Contada através de pequenos fragmentos e com uma linha temporal que se define entre avanços e recuos (tal como a memória), esta história evoca, a princípio, uma certa estranheza. A jovem e a adulta, e por vezes até a criança que ouve as lições, confundem-se, o mesmo acontecendo com o tempo preciso em que certas situações decorrem. Ainda assim, esta confusão rapidamente se atenua, uma vez assimiladas as principais peculiaridades da narração.
Passada essa estranheza, a história torna-se muito interessante. Marta, enquanto protagonista, é uma figura forte, condicionada, é certo, pelas normas do seu tempo, mas capaz de as questionar e de tomar as suas próprias decisões, e a forma como lida com as situações mais complicadas é, muitas vezes, marcante. Mas é, também, uma mulher vulnerável, humana na sua intimidade, e as suas fragilidades tornam-na alguém com quem é fácil criar laços. Também os que a rodeiam têm traços de carácter que os definem e, por razões boas ou más, todos ficam, de alguma forma, na memória.
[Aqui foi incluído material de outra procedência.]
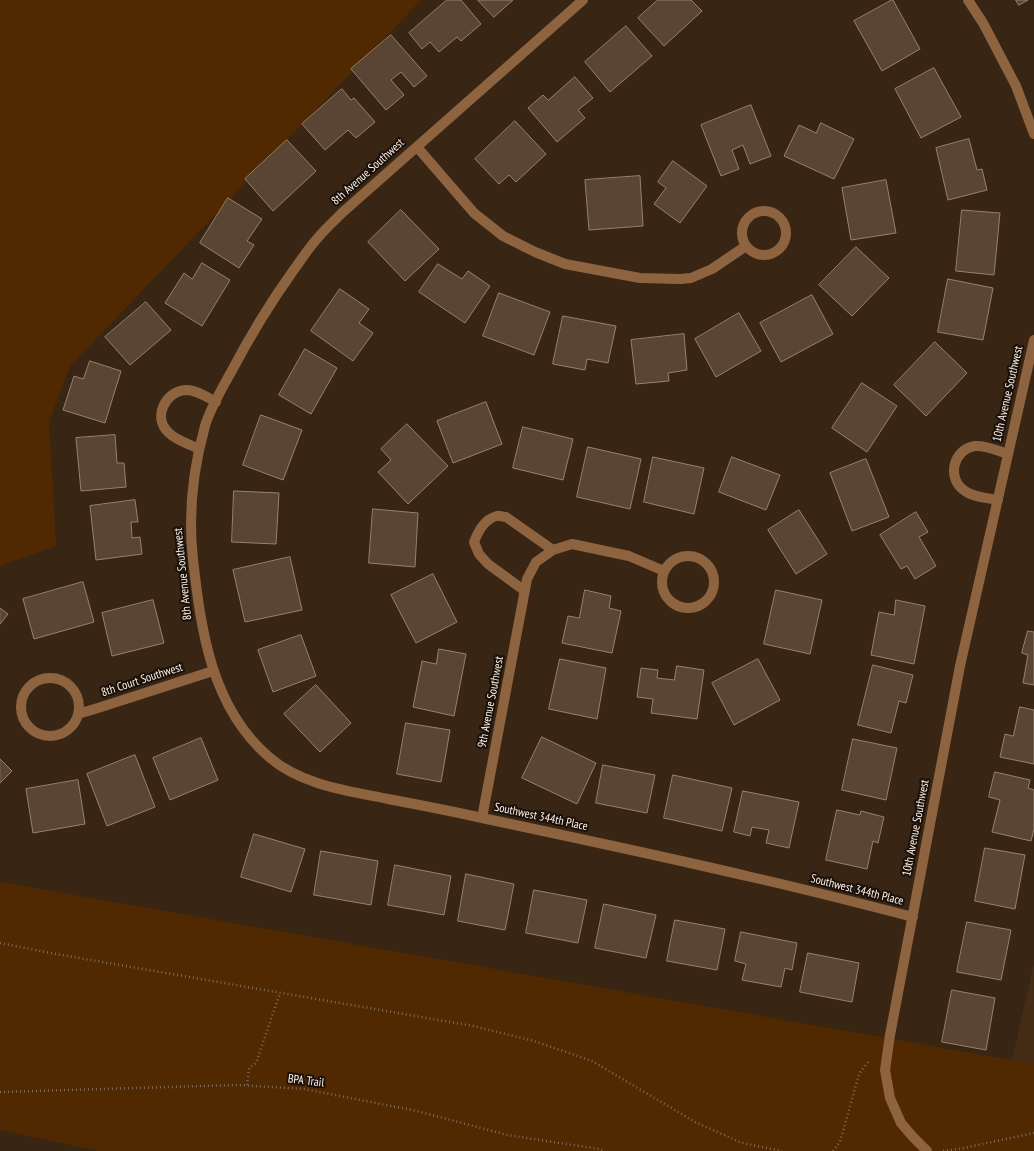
<!DOCTYPE html>
<html>
<head>
<meta charset="utf-8">
<style>
  body { margin:0 }
  canvas { display:block; background:#392514 }
</style>
</head>
<body>
<canvas width="1034" height="1151"></canvas>
<script>
const context = document.querySelector('canvas').getContext('2d');
context.lineJoin = 'round';
function fillPath(path, color) { context.fillStyle = color; context.fill(path, 'evenodd'); }
function strokePath(path, color, width, dash) { context.strokeStyle = color; context.lineWidth = width; context.lineCap = dash ? 'butt' : 'round'; context.setLineDash(dash || []); context.stroke(path); }
function label(font, color, halo, rows, align = 'center') {
  context.font = font + ' "PT Sans Narrow",sans-serif'; context.lineWidth = 4; context.setLineDash([]); context.textBaseline = 'middle'; context.strokeStyle = halo; context.fillStyle = color; for (const [text, x, y, turn = 0] of rows) {
    context.save(); context.translate(x, y); context.rotate((+turn || 0) * Math.PI / 180); context.textAlign = isNaN(turn) ? turn : align; if (halo) context.strokeText(text, 0, 0); context.fillText(text, 0, 0); context.restore();
  }
}
fillPath(new Path2D(`
  M1034 964V1064L1012 1060Z`), '#452c16');
fillPath(new Path2D(`
  M0 0H421L70 366 49 422 56 546 0 566Z
  M0 882 1034 1064V1151H100L0 1130Z`), '#502901');
const building = new Path2D(`
  M447 0H461L481 24 461 41 457 37 439 52 430 42 422 49 409 33Z
  M478 0H513L494 17Z
  M658 0H691L702 11 664 46 638 18Z
  M892 0H893L920 49 882 71 854 21Z
  M1016 0H1028L1019 5Z
  M626 26 652 56 610 92 585 62Z
  M391 35 427 76 414 87 401 72 391 80 404 95 386 110 351 69Z
  M934 68 961 117 921 138 895 89Z
  M575 77 593 98 578 110 585 118 557 142 528 108 543 95 548 100Z
  M342 89 351 100 354 98 375 122 356 138 348 130 325 150 302 124Z
  M751 105 771 156 750 164 743 145 732 150 739 169 721 176 701 125Z
  M515 121 546 154 516 182 509 175 499 184 475 159Z
  M821 123 854 139 834 179 784 156 799 125 816 133Z
  M969 139 977 170 982 169 987 190 948 200 936 148Z
  M287 140 316 171 273 211 245 179Z
  M673 161 707 186 680 223 654 204 666 188 658 182Z
  M640 176 643 226 589 230 585 180Z
  M886 180 896 233 851 240 842 188Z
  M228 198 262 219 247 241 254 245 239 268 200 243Z
  M401 210 439 249 405 281 368 242Z
  M962 210 1000 213 994 275 956 271Z
  M856 247 889 278 852 316 819 285Z
  M202 263 230 280 202 326 165 303 184 273 192 279Z
  M438 264 462 279 468 271 490 286 465 323 419 292Z
  M948 279 993 288 983 340 938 332Z
  M340 289 369 309 359 323 373 333 353 361 311 331Z
  M499 293 550 312 534 355 483 336Z
  M812 295 833 334 781 362 760 323Z
  M146 302 171 330 130 365 105 337Z
  M739 313 761 351 716 377 695 339Z
  M563 316 616 326 608 363 587 359 585 370 553 364Z
  M684 334 687 370 668 373 669 381 636 384 631 340Z
  M935 342 967 373 926 416 894 385Z
  M305 349 337 368 311 414 279 395Z
  M90 361 121 371 105 423 63 410 74 376 83 379Z
  M862 383 897 406 867 452 832 428Z
  M486 402 502 444 453 463 437 421Z
  M261 415 302 430 283 480 243 465Z
  M407 424 448 466 408 504 378 472 391 460 381 449Z
  M523 427 573 439 563 480 513 468Z
  M115 435 117 463H124L126 487 81 491 76 438Z
  M588 447 641 459 630 509 577 497Z
  M653 457 704 468 694 514 644 502Z
  M732 457 780 475 766 510 719 492Z
  M866 459 889 517 852 531 830 473Z
  M234 491 279 493 276 544 232 542Z
  M135 500 138 522H131L132 538 140 537 142 554 96 560 90 506Z
  M373 509 418 513 415 567 369 563Z
  M799 510 827 554 796 574 768 530Z
  M916 512 928 532 919 537 936 566 915 579 907 566 901 569 880 535Z
  M290 557 302 610 245 622 233 570Z
  M433 574 457 622 416 643 391 595Z
  M83 582 94 622 34 639 23 599Z
  M585 590 611 596 609 608 621 611 612 653 562 643 568 616 579 618Z
  M776 590 822 600 810 654 764 644Z
  M153 600 164 643 112 656 102 613Z
  M896 600 925 606 914 664 871 655 879 612 894 615Z
  M0 608 8 614 0 624Z
  M1028 631 1034 632V685L1023 683 1028 655 1022 653Z
  M301 635 316 676 273 692 258 650Z
  M439 649 466 654 454 716 413 707 422 661 436 664Z
  M560 659 606 668 597 719 549 709Z
  M758 659 780 700 734 725 712 683Z
  M873 665 913 675 906 703 899 701 891 733 858 725Z
  M677 666 704 670 697 719 651 713 653 699 637 697 641 668 658 670 657 678 674 680Z
  M316 685 351 723 320 752 284 714Z
  M1020 707 1034 710V764L1000 757 1005 734 1013 736Z
  M406 723 450 730 441 782 397 774Z
  M542 737 596 763 577 804 522 778Z
  M201 738 218 780 170 800 153 758Z
  M853 739 897 748 886 800 842 790Z
  M135 755 155 807 107 826 87 774Z
  M0 759 12 771 0 783Z
  M603 765 655 775 647 813 596 803Z
  M995 772 1030 780 1028 788 1034 790V829L1031 841 992 832 1000 800 989 797Z
  M673 775 732 788 722 831 664 818Z
  M78 780 85 824 33 833 26 789Z
  M743 791 799 802 789 848 766 843 769 830 752 827 750 836 734 832Z
  M837 810 860 815 861 811 884 817 878 843 873 841 867 869 826 860Z
  M254 834 305 849 291 892 241 877Z
  M985 848 1025 855 1015 909 975 901Z
  M321 851 378 861 371 905 314 895Z
  M395 865 451 876 444 915 388 905Z
  M466 874 514 884 505 930 458 921Z
  M534 890 587 900 578 943 526 933Z
  M604 904 656 915 646 958 595 948Z
  M675 920 725 929 717 970 667 961Z
  M967 922 1011 930 1001 980 957 972Z
  M741 932 797 943 792 970 785 968 781 987 742 980 746 964 735 961Z
  M808 953 859 963 852 1002 800 992Z
  M952 990 995 998 986 1050 942 1042Z`);
fillPath(building, '#5a4433');
strokePath(building, '#98806d', 1);
strokePath(new Path2D(`
  M0 943 56 954 473 1026 534 1041 592 1061 695 1122 742 1143 782 1151
  M247 1085 249 1068 256 1063 280 993
  M0 1092 238 1085 304 1089 417 1111 507 1135 599 1149 603 1151
  M833 1151 840 1142 859 1074 868 1062
  M943 1151 964 1148 1034 1133`), '#7e6c5d', 2.5, [1, 3]);
strokePath(new Path2D(`
  M583 0 343 212C334 221 324 230 316 240 308 249 301 260 293 271 270 303 249 338 230 374 221 390 210 409 205 426 193 469 188 515 193 559 201 630 211 707 269 757 301 785 348 791 388 799 420 805 451 811 482 818 572 837 662 856 751 877 805 889 859 903 913 917
  M968 0 983 23 1016 86 1034 134
  M417 147 474 213 503 236 535 252 565 264 640 278 680 279 691 278 712 269 746 246
  M742 233a22 22 0 1 1 44 0a22 22 0 1 1-44 0Z
  M199 449C190 444 177 441 169 433 152 418 165 391 186 390 197 390 207 397 216 402
  M998 500C987 498 973 497 965 491 946 479 953 449 975 446 986 445 998 451 1008 454
  M662 582a26 26 0 1 1 52 0a26 26 0 1 1-52 0Z
  M525 591 488 564 479 554 474 542C478 532 484 519 497 516 499 515 503 517 506 517L553 550
  M21 707a29 29 0 1 1 58 0a29 29 0 1 1-58 0Z
  M78 714 98 708 213 671
  M482 818 527 579 536 562 553 550 572 544 629 556 664 571
  M927 1151 913 1137 901 1123 890 1098 885 1070 890 1035 960 666 1034 340`), '#8e6340', 10);
label('12px', '#fff1e7', '#191009', [
  ["8th Avenue Southwest",368,172,-42],
  ["10th Avenue Southwest",1008,394,-77],
  ["8th Avenue Southwest",183,574,-96],
  ["8th Court Southwest",142,680,-18],
  ["9th Avenue Southwest",491,702,-79],
  ["Southwest 344th Place",541,817,12],
  ["10th Avenue Southwest",916,828,-79],
  ["Southwest 344th Place",857,890,14],
  ["BPA Trail",306,1081,7]
]);
</script>
</body>
</html>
A escrita é, no essencial, bastante simples, centrada nos acontecimentos e sem grandes divagações. Surpreende, por isso, como, num tom tão directo, a autora consegue transmitir tão bem as complexidades das histórias pessoais das suas personagens e também do contexto. Além da história individual da protagonista, há a história de uma época, e ainda as ligações a outros passados: o da Fidalga, em cuja breve história é possível não reconhecer paralelismos, e a das mulheres de Betânia, que tanto condiciona, por vezes, as escolhas de Marta.
Nem tudo é resolvido e encerrado nesta história. Há decisões finais e partidas determinantes, mas fica, mesmo assim, a impressão de que a história das personagens continua. Deste final algo ambíguo fica, por um lado, a curiosidade em saber mais, mas, por outro, a sensação de que a narração é interrompida no momento adequado, deixando ao leitor a escolha de imaginar o futuro depois da decisão. Também isso acaba por fazer com que a leitura fique na memória, pois esse questionar sobre o futuro acaba por ser quase inevitável.
História de uma mulher que poderia ser muitas outras, Betânia é, pois, uma leitura envolvente, com alguns momentos de estranheza, mas também rica em situações marcantes e com personagens tão complexas como a época em que se movem. Um bom livro, em suma.